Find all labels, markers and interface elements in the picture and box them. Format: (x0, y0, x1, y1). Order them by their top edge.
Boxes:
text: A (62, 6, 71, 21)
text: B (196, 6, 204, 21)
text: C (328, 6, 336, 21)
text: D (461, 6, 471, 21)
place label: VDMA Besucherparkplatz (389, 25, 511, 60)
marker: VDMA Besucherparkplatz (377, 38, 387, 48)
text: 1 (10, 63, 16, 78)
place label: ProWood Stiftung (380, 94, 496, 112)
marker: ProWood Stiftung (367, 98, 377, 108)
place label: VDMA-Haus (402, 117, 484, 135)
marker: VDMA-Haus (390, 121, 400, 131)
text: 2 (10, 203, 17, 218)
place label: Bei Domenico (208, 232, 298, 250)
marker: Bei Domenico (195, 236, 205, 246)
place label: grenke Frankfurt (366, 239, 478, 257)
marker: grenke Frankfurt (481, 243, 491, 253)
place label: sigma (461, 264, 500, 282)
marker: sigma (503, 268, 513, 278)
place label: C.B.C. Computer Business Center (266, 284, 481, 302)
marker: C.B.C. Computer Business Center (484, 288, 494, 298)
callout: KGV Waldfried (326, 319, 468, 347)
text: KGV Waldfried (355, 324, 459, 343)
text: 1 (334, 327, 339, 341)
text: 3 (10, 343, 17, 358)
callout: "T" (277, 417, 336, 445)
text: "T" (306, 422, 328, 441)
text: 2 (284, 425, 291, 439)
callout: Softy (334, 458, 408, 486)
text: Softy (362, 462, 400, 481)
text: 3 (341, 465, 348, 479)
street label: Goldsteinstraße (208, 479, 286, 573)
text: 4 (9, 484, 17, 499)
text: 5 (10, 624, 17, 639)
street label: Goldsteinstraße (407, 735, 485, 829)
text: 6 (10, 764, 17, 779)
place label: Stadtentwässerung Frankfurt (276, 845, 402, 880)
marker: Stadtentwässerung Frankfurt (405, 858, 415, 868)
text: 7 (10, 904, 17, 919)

* WHAT THE TASK REQUIRES
Copy out the whole listing, exactly as written.

* WRITTEN ANSWER
Find all labels, markers and interface elements in the picture and box them. Format: (x0, y0, x1, y1). Order them by their top edge.
Boxes:
text: A (62, 6, 71, 21)
text: B (196, 6, 204, 21)
text: C (328, 6, 336, 21)
text: D (461, 6, 471, 21)
place label: VDMA Besucherparkplatz (389, 25, 511, 60)
marker: VDMA Besucherparkplatz (377, 38, 387, 48)
text: 1 (10, 63, 16, 78)
place label: ProWood Stiftung (380, 94, 496, 112)
marker: ProWood Stiftung (367, 98, 377, 108)
place label: VDMA-Haus (402, 117, 484, 135)
marker: VDMA-Haus (390, 121, 400, 131)
text: 2 (10, 203, 17, 218)
place label: Bei Domenico (208, 232, 298, 250)
marker: Bei Domenico (195, 236, 205, 246)
place label: grenke Frankfurt (366, 239, 478, 257)
marker: grenke Frankfurt (481, 243, 491, 253)
place label: sigma (461, 264, 500, 282)
marker: sigma (503, 268, 513, 278)
place label: C.B.C. Computer Business Center (266, 284, 481, 302)
marker: C.B.C. Computer Business Center (484, 288, 494, 298)
callout: KGV Waldfried (326, 319, 468, 347)
text: KGV Waldfried (355, 324, 459, 343)
text: 1 (334, 327, 339, 341)
text: 3 (10, 343, 17, 358)
callout: "T" (277, 417, 336, 445)
text: "T" (306, 422, 328, 441)
text: 2 (284, 425, 291, 439)
callout: Softy (334, 458, 408, 486)
text: Softy (362, 462, 400, 481)
text: 3 (341, 465, 348, 479)
street label: Goldsteinstraße (208, 479, 286, 573)
text: 4 (9, 484, 17, 499)
text: 5 (10, 624, 17, 639)
street label: Goldsteinstraße (407, 735, 485, 829)
text: 6 (10, 764, 17, 779)
place label: Stadtentwässerung Frankfurt (276, 845, 402, 880)
marker: Stadtentwässerung Frankfurt (405, 858, 415, 868)
text: 7 (10, 904, 17, 919)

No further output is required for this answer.